Overall this strategy seems sound to avoid a major retail stock bust, but isn't wothout its own risks, for example if open source AI ends up winning out and the biggest private players fall flat they could become toxic assets and drag down the large cap stocks, and thereby the Indexes and Index funds in favor of leaner players. In the current landscape, that would mean Microsoft going down with OpenAI while Apple goes up, Apple is waiting on the sidelines with a huge cash warchest, ready to buy.
- Comment on Fediverse blogging? 4 weeks ago:
When OpenWrite says "publish to the open web, Gemini, or Mastodon" what does it mean by Gemini?
- Comment on Fediverse blogging? 4 weeks ago:
Indieweb is for you! Give Micro.Blog a try, it has native ActivityPub integration.
https://indieweb.org/Micro.blog
https://micro.blog/ - Comment on Is anyone NOT steaming their Music? 4 weeks ago:
OuterTune is nice, thanks for the tip.

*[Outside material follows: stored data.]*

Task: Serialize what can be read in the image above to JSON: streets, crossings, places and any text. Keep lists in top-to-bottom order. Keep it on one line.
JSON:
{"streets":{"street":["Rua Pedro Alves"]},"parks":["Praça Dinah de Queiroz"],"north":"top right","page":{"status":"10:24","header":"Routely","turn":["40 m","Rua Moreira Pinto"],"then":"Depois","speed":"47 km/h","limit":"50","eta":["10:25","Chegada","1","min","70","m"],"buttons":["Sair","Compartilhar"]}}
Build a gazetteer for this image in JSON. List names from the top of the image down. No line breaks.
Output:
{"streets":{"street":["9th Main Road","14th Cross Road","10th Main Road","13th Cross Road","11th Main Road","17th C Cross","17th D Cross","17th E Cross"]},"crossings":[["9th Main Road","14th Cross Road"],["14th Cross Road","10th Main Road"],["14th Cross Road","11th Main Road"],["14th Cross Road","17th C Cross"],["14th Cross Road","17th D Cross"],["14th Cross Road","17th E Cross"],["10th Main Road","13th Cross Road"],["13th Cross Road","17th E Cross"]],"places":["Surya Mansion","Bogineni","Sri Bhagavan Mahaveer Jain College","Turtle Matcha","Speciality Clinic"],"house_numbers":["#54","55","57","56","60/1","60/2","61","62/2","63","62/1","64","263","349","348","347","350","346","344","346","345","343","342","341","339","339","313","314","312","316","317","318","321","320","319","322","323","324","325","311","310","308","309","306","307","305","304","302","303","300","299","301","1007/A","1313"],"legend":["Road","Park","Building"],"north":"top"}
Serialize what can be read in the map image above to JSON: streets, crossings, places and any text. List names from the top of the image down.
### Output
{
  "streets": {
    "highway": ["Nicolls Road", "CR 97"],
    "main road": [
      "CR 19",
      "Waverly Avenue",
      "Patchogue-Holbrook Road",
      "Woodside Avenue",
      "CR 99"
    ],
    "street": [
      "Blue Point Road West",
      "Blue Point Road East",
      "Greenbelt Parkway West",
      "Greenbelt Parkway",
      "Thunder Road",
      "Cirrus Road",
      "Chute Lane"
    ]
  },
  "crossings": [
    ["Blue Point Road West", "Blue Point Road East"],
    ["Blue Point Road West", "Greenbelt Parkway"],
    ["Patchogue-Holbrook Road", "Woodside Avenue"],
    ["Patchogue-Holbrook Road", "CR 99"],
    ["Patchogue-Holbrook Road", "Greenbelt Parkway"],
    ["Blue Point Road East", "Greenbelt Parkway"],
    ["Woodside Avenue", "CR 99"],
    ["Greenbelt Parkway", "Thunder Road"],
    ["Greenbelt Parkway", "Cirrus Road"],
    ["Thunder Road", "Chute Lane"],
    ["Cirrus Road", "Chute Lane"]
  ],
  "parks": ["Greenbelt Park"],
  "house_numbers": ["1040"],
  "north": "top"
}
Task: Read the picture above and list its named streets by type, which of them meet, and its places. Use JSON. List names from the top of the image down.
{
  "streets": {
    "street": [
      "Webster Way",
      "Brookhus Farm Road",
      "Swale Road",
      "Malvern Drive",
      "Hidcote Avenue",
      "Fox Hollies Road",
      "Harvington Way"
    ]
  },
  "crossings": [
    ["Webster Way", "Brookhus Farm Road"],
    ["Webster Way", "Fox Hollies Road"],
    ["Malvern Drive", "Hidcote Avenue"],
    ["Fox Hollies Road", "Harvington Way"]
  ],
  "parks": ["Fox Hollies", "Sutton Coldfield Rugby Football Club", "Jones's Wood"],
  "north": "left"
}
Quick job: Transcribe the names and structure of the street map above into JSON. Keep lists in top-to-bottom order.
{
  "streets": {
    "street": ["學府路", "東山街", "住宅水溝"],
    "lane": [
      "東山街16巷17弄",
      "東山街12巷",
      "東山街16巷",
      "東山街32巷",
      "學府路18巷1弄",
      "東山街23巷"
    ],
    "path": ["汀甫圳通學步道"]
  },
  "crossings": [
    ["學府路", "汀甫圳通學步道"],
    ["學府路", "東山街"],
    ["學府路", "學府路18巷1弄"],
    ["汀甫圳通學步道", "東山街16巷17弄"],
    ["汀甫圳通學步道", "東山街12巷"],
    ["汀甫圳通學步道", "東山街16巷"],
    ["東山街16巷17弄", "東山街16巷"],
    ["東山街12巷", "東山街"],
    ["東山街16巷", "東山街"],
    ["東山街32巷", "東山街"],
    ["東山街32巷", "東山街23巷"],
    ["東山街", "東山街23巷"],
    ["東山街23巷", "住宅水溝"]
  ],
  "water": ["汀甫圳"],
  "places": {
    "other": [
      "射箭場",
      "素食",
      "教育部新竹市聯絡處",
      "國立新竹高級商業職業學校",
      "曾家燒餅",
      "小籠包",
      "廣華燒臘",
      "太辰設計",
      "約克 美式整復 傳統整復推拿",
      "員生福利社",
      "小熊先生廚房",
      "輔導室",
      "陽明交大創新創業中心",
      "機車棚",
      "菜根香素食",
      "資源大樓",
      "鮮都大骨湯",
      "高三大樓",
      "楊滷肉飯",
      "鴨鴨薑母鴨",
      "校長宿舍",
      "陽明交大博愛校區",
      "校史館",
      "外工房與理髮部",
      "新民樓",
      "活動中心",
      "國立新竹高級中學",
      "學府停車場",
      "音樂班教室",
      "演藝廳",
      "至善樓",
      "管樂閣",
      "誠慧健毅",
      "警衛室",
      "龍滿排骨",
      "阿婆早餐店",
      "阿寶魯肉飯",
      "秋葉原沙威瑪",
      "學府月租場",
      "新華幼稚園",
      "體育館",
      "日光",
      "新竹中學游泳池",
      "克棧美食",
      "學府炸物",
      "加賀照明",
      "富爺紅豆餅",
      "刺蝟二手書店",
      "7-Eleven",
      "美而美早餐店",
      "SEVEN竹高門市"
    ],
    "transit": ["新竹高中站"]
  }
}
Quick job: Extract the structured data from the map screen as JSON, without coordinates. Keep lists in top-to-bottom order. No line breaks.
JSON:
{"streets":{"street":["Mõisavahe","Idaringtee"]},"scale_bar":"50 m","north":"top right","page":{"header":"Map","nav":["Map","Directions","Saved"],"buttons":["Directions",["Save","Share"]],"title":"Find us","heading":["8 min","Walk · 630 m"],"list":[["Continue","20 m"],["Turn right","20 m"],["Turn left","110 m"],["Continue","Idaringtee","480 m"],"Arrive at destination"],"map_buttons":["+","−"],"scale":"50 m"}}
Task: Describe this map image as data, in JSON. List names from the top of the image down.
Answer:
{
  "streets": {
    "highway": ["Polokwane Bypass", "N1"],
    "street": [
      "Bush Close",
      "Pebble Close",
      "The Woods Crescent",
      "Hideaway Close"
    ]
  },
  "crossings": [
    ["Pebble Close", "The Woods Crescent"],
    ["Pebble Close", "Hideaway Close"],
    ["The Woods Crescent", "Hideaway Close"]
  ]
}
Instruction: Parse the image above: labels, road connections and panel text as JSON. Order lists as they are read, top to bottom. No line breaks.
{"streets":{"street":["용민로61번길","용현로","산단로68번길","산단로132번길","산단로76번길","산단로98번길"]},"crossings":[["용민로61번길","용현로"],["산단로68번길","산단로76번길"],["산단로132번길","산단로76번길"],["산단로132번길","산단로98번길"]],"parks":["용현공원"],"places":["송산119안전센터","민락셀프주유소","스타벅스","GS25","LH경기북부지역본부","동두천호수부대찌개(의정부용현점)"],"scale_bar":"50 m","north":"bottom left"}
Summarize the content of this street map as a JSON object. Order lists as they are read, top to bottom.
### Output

I thought for a second it was going to have my number one desired feature for a YouTube front end: playlist folders, but alas it's all just a list once again.
Is the local view missing sort by artist and album or am I missing something?
- Comment on Is anyone NOT steaming their Music? 4 weeks ago:
What? I pay $23 for YouTube Premium Family Plan, which includes ad free video and YouTube Music for 4 people. Still pretty reasonable IMO, never going back to Spotify that's for sure, I have thought about trying Qobuz for higher quality, but the price increase across my family plus the fact that I never ever want to war h ads on YouTube makes it a difficult value prop, I'd probably rather buy one album a month from BandCamp.
- Comment on how come Lemmy show more upvoted posts further down the thread instead of at the top? 5 weeks ago:
Just a note that comment sort is currently broken on Interstellar app, but they are working on fixing it. You can change the default in settings and that will work, but not the menu in posts.